Media Contacts:                    
Michael D. Porcelain, Senior Vice President and Chief Financial Officer
(631) 962-7103
Info@comtechtel.com


COMTECH TELECOMMUNICATIONS CORP. ANNOUNCES
RESULTS FOR THE SECOND QUARTER OF FISCAL 2016,
SEGMENT REPORTING CHANGES AND UPDATED
FISCAL 2016 REVENUE AND ADJUSTED EBITDA GUIDANCE

Melville, New York – March 10, 2016 – Comtech Telecommunications Corp. (NASDAQ: CMTL) today reported its operating results for the three and six months ended January 31, 2016.

Net sales for the three months ended January 31, 2016 were $70.3 million compared to $81.8 million for the three months ended January 31, 2015. Net sales for the six months ended January 31, 2016 were $134.4 million compared to $158.2 million for the six months ended January 31, 2015. The three- and six-month period-over-period decreases reflect lower net sales in the Company's telecommunications transmission segment, partially offset by higher net sales in its RF microwave amplifier and mobile data communications segments.

GAAP net income was $2.5 million, or $0.15 per diluted share, for the three months ended January 31, 2016 as compared to $7.6 million, or $0.46 per diluted share, for the three months ended January 31, 2015. Excluding $2.3 million of pre-tax expenses related primarily to the Company's acquisition of TeleCommunication Systems, Inc. ("TCS"), which closed on February 23, 2016, diluted EPS would have been $0.25. GAAP net income was $3.9 million, or $0.24 per diluted share, for the six months ended January 31, 2016 as compared to $12.8 million, or $0.78 per diluted share, for the six months ended January 31, 2015. Excluding $3.7 million of pre-tax expenses related primarily to the Company's acquisition of TCS that were incurred during the six months ended January 31, 2016, diluted EPS would have been $0.39.

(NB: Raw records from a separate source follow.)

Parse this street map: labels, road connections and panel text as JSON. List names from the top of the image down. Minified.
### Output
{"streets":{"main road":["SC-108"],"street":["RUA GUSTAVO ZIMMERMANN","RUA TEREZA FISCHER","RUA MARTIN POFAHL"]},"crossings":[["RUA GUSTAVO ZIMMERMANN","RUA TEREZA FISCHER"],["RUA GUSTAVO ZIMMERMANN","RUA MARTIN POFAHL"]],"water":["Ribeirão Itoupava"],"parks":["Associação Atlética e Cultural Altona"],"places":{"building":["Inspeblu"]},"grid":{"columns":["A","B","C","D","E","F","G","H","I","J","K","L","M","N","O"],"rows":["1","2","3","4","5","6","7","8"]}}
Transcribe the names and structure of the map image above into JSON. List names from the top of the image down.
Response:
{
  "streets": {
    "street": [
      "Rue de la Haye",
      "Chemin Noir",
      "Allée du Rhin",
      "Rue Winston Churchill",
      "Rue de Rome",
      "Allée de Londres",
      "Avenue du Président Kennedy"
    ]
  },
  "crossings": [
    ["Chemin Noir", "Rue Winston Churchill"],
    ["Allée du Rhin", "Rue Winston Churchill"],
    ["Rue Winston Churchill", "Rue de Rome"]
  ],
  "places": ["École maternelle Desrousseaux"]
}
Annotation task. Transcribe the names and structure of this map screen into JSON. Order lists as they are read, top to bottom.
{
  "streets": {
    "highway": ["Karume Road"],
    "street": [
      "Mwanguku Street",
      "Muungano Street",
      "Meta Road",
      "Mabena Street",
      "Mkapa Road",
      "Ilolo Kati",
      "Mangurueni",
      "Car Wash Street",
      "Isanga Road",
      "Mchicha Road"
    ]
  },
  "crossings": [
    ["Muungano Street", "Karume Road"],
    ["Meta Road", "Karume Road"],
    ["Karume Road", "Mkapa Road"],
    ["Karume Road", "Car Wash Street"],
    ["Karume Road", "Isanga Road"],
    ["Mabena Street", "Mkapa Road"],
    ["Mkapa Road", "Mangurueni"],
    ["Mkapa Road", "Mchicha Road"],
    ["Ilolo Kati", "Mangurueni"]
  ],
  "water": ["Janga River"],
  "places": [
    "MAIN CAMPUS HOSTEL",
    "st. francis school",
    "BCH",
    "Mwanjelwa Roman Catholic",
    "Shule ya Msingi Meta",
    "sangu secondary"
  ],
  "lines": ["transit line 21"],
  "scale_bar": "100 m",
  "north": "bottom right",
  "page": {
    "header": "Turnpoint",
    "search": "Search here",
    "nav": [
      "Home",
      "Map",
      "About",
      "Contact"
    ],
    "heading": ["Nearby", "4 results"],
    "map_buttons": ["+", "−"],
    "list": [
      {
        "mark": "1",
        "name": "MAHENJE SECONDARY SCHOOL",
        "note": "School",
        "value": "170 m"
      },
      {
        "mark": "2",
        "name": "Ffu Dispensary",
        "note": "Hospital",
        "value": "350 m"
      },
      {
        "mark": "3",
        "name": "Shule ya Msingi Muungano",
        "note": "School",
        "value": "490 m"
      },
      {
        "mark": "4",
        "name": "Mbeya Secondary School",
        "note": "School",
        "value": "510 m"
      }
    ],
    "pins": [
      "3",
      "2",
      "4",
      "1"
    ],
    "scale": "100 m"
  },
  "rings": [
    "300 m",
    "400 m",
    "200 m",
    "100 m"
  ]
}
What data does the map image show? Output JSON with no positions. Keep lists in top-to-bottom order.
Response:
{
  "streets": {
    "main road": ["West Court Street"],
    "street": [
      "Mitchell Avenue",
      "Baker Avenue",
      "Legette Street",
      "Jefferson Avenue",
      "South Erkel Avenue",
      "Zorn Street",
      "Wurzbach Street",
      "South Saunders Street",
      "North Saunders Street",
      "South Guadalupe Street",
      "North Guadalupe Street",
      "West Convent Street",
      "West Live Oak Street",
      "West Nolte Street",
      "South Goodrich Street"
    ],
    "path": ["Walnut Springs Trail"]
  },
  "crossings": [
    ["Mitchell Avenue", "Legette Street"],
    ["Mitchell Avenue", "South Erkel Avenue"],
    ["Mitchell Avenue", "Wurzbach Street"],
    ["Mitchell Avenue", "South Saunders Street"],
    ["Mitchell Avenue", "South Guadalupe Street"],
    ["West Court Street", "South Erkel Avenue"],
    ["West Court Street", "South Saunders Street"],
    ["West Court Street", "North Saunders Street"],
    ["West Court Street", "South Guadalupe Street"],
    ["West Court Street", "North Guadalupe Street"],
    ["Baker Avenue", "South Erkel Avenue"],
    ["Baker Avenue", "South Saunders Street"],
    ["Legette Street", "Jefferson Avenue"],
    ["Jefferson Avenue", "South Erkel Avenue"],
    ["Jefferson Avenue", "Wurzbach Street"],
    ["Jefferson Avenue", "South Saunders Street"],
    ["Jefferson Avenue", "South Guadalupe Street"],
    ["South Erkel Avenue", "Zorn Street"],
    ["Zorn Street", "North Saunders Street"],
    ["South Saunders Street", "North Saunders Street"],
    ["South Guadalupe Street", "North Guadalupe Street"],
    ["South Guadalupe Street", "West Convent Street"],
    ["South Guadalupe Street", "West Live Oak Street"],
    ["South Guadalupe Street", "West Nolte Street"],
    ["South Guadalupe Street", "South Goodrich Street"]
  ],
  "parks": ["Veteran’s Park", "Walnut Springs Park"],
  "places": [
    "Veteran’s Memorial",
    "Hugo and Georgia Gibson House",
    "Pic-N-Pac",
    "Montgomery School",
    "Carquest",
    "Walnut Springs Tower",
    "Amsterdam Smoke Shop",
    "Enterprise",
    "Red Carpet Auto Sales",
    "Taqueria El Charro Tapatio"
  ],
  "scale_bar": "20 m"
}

The Company also reported that, in light of ongoing difficult business conditions, its legacy business (which excludes the TCS operations) is not expected to achieve the same level of annual revenues or Adjusted EBITDA in fiscal 2016 that it achieved in fiscal 2015. However, the Company is raising its fiscal 2016 revenue guidance from a prior range of $300.0 million to $310.0 million to a new range of $435.0 million to $445.0 million. Additionally, the Company expects that its fiscal 2016 Adjusted EBITDA (a Non-GAAP financial measure defined in the below table) will range from $52.0 million to $55.0 million, an increase from its prior fiscal 2016 Adjusted EBITDA guidance, which anticipated Adjusted EBITDA in the range of $50.0 million to $54.0 million. The Company’s new revenue and Adjusted EBITDA guidance includes anticipated results of the TCS operations from February 23, 2016 to July 31, 2016. Although the TCS acquisition will result in some duplicate spending and inefficiencies that will suppress fiscal 2016 Adjusted EBITDA, the Company is on track to deliver an annual run-rate of cost synergies of at least $8.0 million by the end of its fiscal 2016. The Company believes revenues and Adjusted EBITDA for fiscal 2017 will be significantly higher than its fiscal 2016 updated guidance.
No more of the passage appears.